Monday, May. 03, 1948
Industry & Art
What's wrong with the movies? Last week two Hollywood experts gave contradictory opinions:
The Hollywood Reporter's W. R. Wilkerson, who often picks up views lying around in the industry's top (or second) drawer, announced: "During the past five or six years our production efforts have been just too damned arty. We've been shooting over the heads of our ticket buyers and . . . audiences have not been happy . . . because, seemingly, our producers forgot all about their tastes . . .
"What's happened to Hollywood? . . . What inspired the effort to go intelligentsia instead of making the type pictures that made this great business what it is, or was? . . . This Academy Award thing . . . has done a lot to twist the type of our shows from entertainments to artistic successes . . .
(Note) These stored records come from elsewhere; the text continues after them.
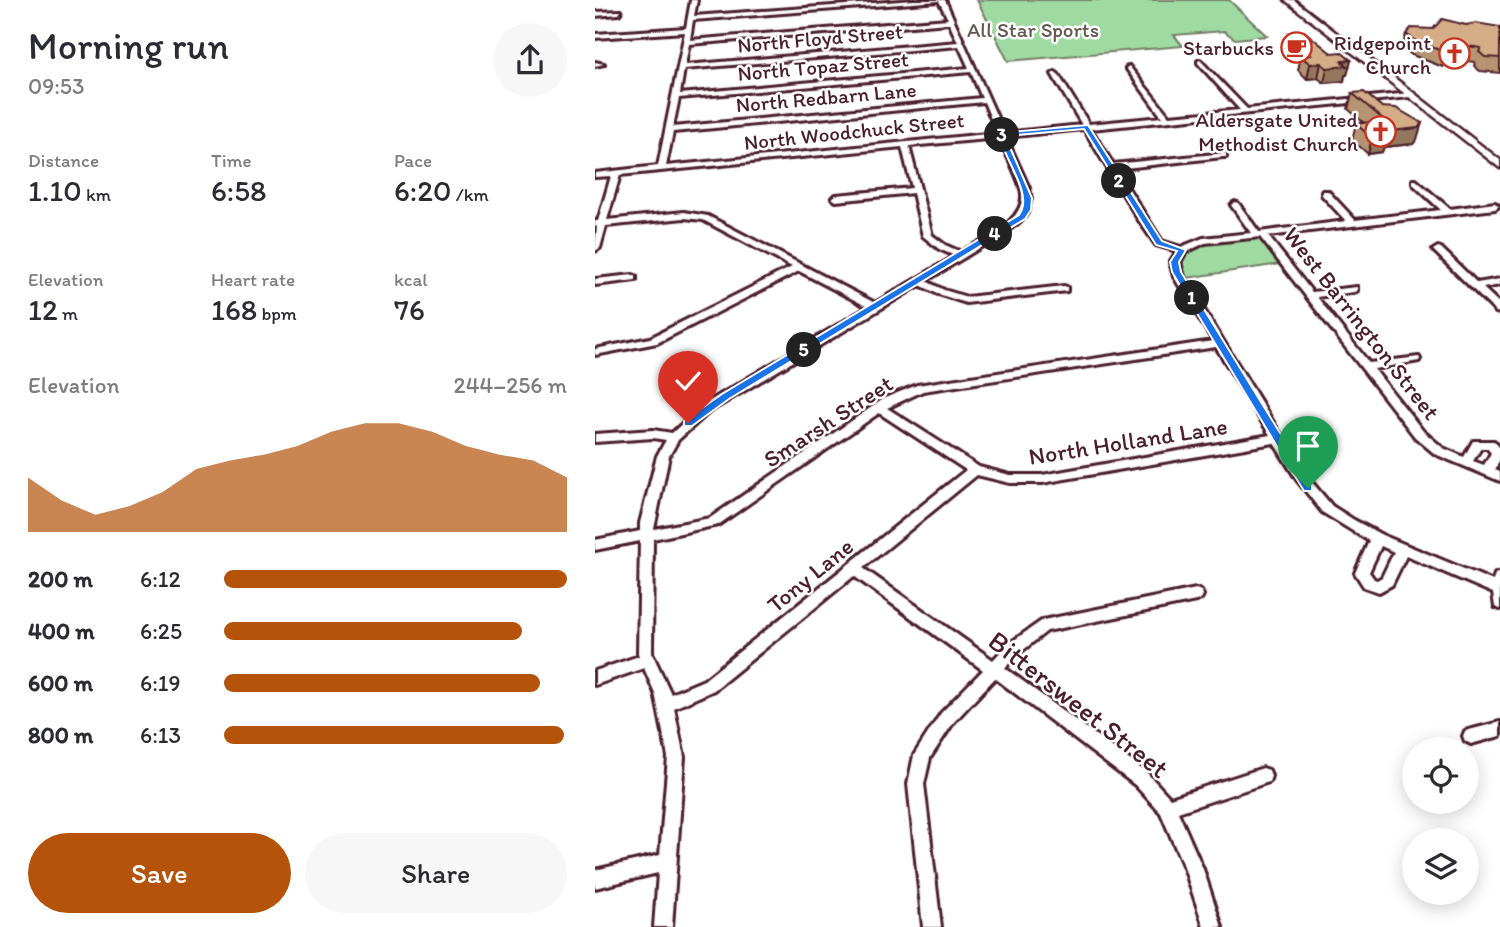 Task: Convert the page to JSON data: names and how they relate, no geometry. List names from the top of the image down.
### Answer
{
  "streets": {
    "street": [
      "North Floyd Street",
      "North Topaz Street",
      "North Redbarn Lane",
      "North Woodchuck Street",
      "West Barrington Street",
      "Smarsh Street",
      "North Holland Lane",
      "Tony Lane",
      "Bittersweet Street"
    ]
  },
  "crossings": [
    ["Smarsh Street", "North Holland Lane"],
    ["North Holland Lane", "Tony Lane"],
    ["Tony Lane", "Bittersweet Street"]
  ],
  "parks": ["All Star Sports"],
  "places": {
    "cafe": ["Starbucks"],
    "church": ["Ridgepoint Church", "Aldersgate United Methodist Church"]
  },
  "page": {
    "heading": ["Morning run", "09:53"],
    "pins": [
      "3",
      "2",
      "4",
      "1",
      "5"
    ],
    "stats": [
      ["Distance", "1.10 km"],
      ["Time", "6:58"],
      ["Pace", "6:20 /km"],
      ["Elevation", "12 m"],
      ["Heart rate", "168 bpm"],
      ["kcal", "76"]
    ],
    "chart": ["Elevation", "244–256 m"],
    "list": [
      {
        "name": "200 m",
        "note": "6:12"
      },
      {
        "name": "400 m",
        "note": "6:25"
      },
      {
        "name": "600 m",
        "note": "6:19"
      },
      {
        "name": "800 m",
        "note": "6:13"
      }
    ],
    "buttons": ["Save", "Share"]
  }
}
"Audiences are yearning for some good, bellylaugh comedies and pleading for those great love stories of yesterday and the homespun yarns that sent them home happy . . . Let's get back to movie production!"
Producer Sam Goldwyn had his say in the Screenwriter: "What bothers me deeply is why the practitioners of the art have failed, on the whole, to become truly creative artists but rather have been content, in the main, to remain little more than glassblowers, huffing and puffing and blowing up slender ideas--their own or others' --into some sort of shape for the screen. What has happened to fresh; honest, vital, original writing for the screen? . . .
"Hollywood writers have sacrificed their potential as truly creative artists for the gold in them thar hills. . . ."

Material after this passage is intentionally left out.